* [WHAT NEEDS TO BE DONE]: Once you have read the records below, report how many lines contain the word "lists", and give nothing besides that number.

* [EXERCISE MATERIALS]:
▬▬▬▬▬▬▬▬▬▬

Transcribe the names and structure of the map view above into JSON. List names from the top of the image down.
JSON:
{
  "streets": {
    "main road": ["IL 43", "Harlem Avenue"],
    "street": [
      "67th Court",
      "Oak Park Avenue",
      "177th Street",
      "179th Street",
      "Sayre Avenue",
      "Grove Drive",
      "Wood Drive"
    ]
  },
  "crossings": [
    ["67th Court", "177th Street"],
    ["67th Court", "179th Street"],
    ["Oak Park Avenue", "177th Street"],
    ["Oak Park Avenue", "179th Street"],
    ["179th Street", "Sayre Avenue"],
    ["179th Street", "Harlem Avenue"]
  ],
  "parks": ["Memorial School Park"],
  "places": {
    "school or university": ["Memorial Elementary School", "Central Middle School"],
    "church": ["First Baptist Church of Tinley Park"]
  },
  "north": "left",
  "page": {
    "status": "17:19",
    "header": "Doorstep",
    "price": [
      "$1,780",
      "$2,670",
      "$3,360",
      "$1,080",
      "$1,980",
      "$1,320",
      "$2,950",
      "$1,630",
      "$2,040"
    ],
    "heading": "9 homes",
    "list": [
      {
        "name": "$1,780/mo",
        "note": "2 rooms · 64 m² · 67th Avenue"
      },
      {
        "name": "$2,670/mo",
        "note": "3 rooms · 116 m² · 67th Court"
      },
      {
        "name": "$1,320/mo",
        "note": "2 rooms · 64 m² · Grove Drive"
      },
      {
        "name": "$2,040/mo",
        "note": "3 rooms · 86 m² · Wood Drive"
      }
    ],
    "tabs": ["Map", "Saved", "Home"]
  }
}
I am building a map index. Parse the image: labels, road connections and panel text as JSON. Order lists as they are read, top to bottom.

▬▬▬▬▬▬▬▬▬▬

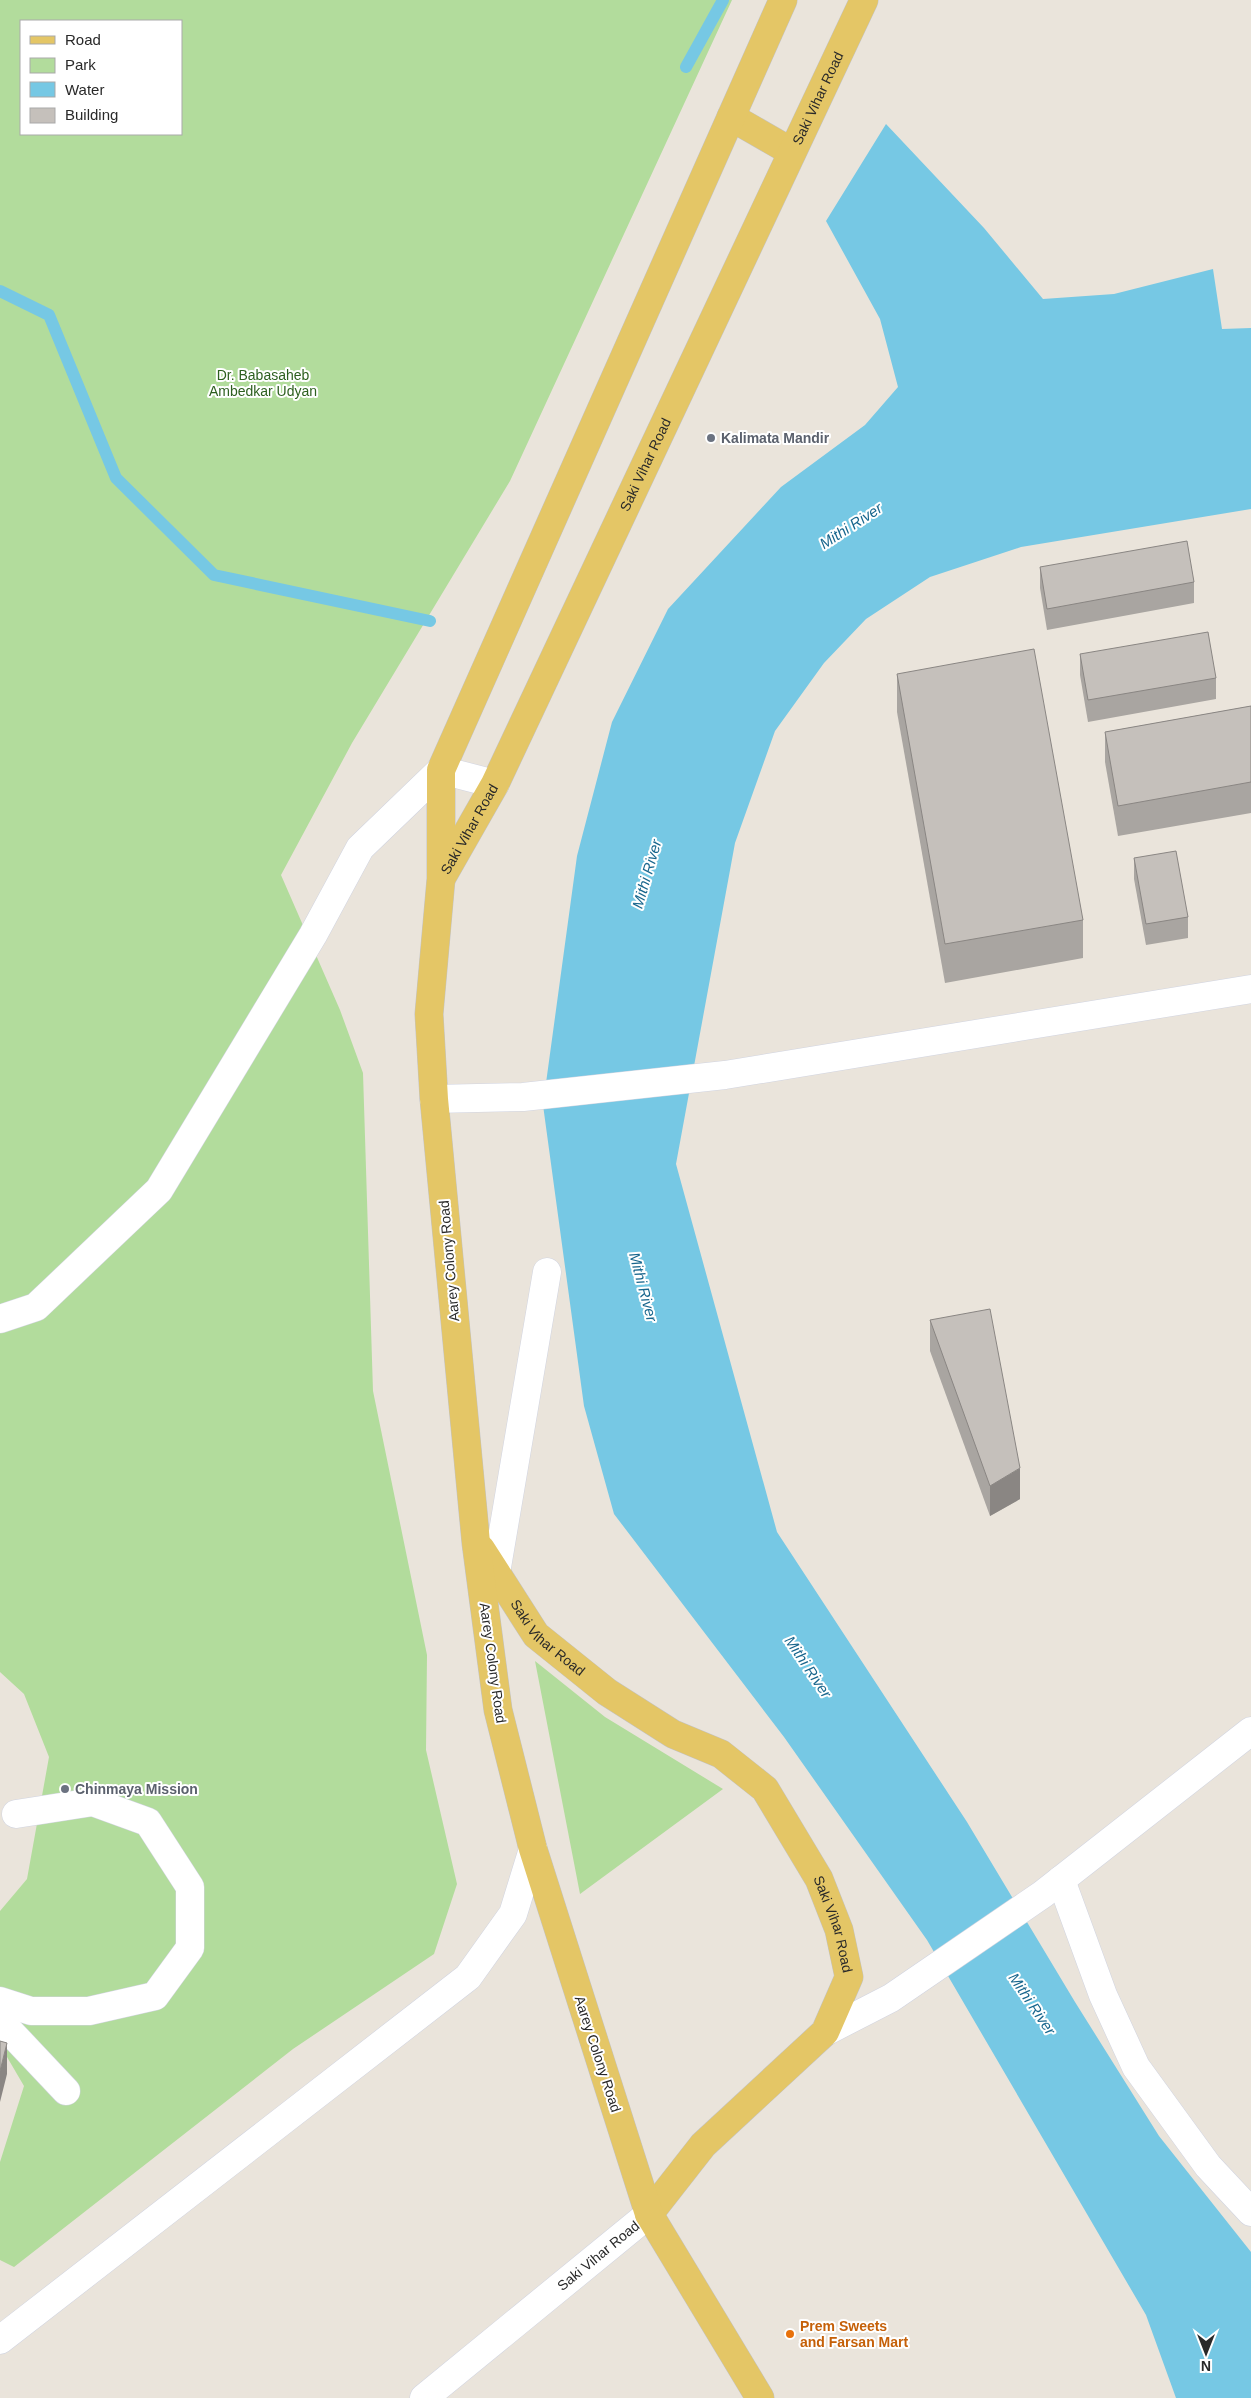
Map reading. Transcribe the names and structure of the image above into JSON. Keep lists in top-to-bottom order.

▬▬▬▬▬▬▬▬▬▬

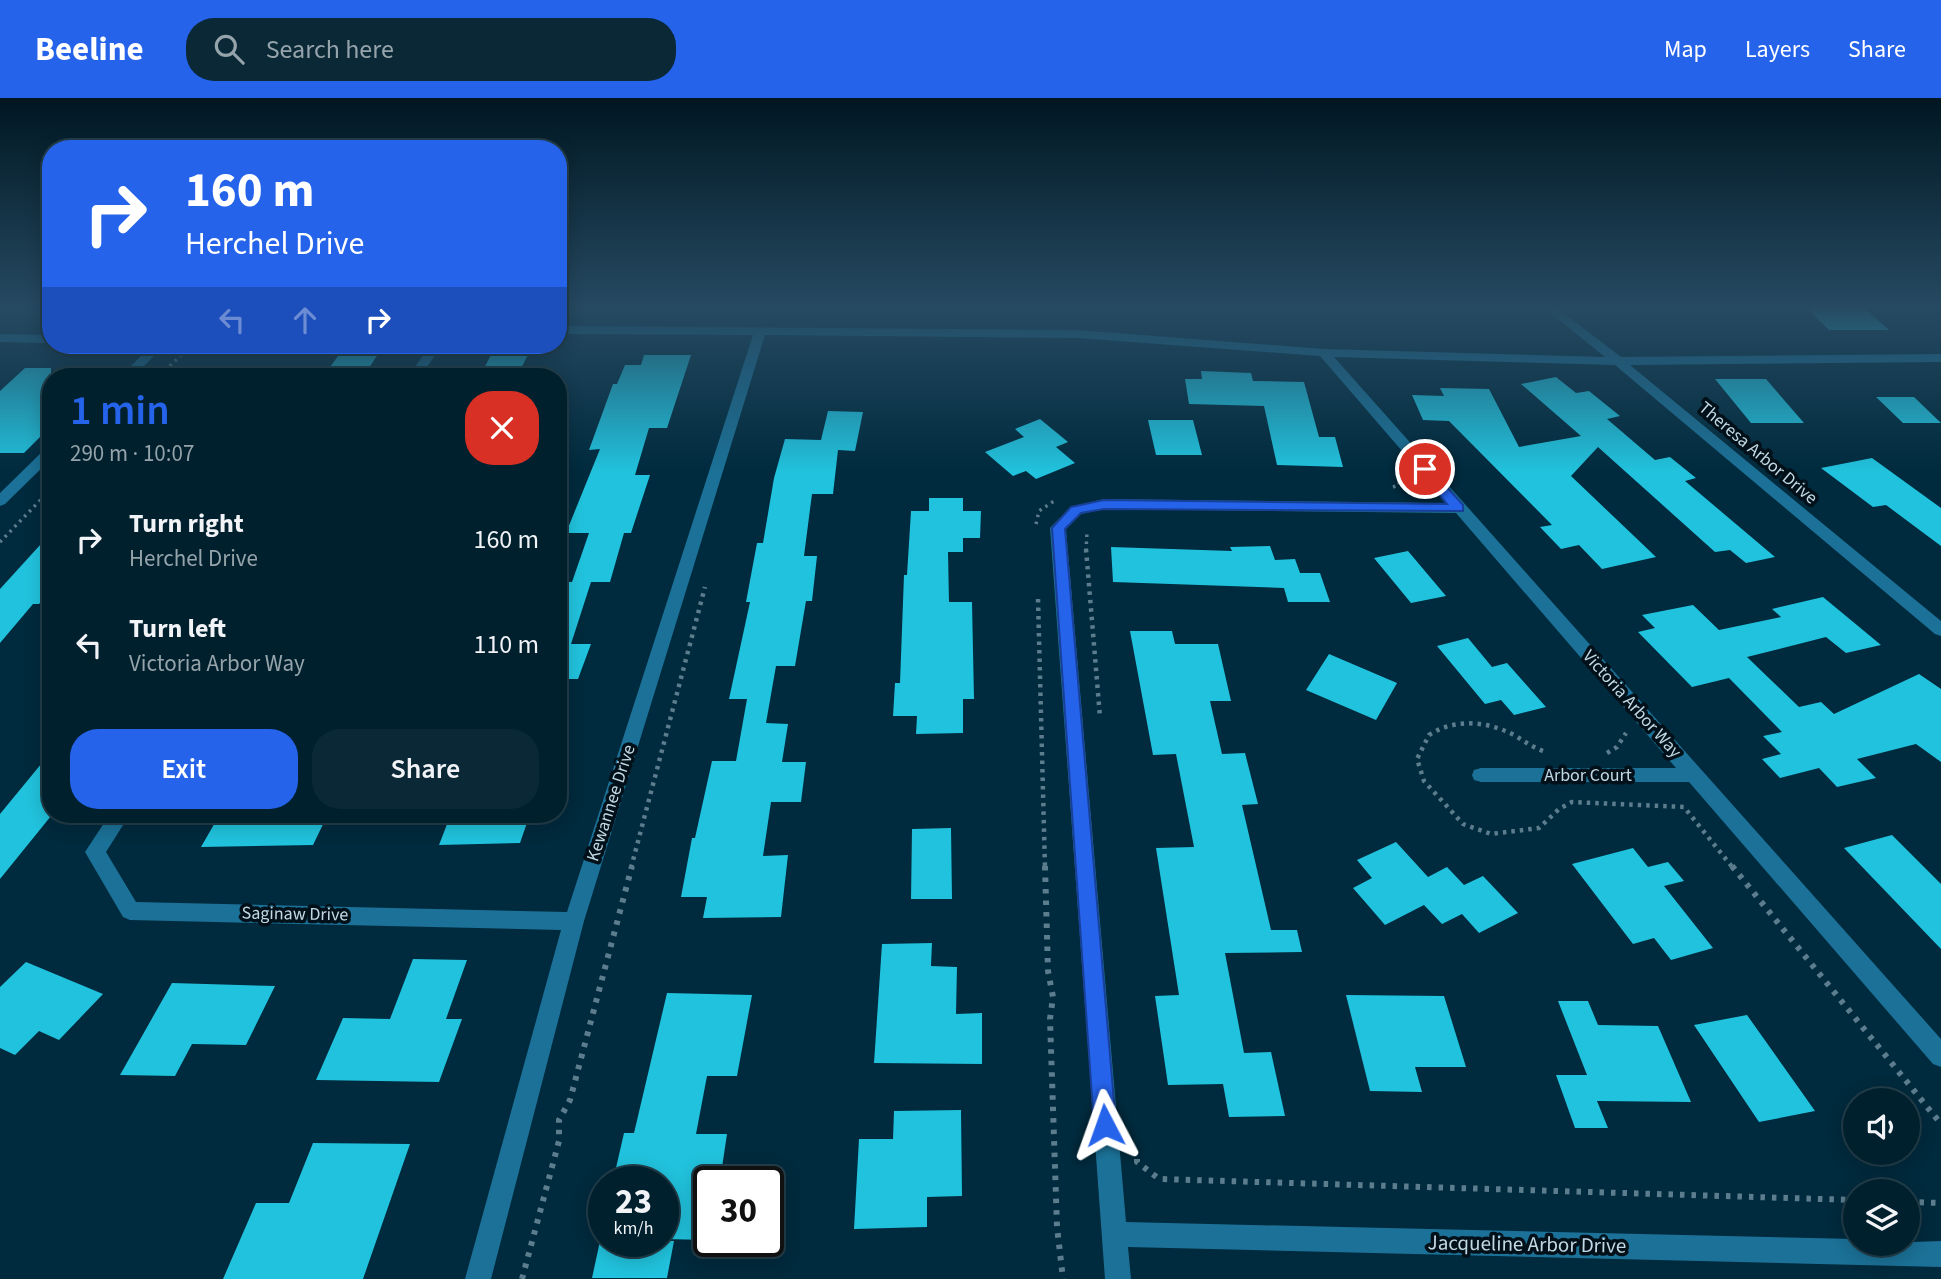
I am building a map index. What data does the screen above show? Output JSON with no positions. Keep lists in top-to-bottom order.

▬▬▬▬▬▬▬▬▬▬

* [EXERCISE RESULT]: 3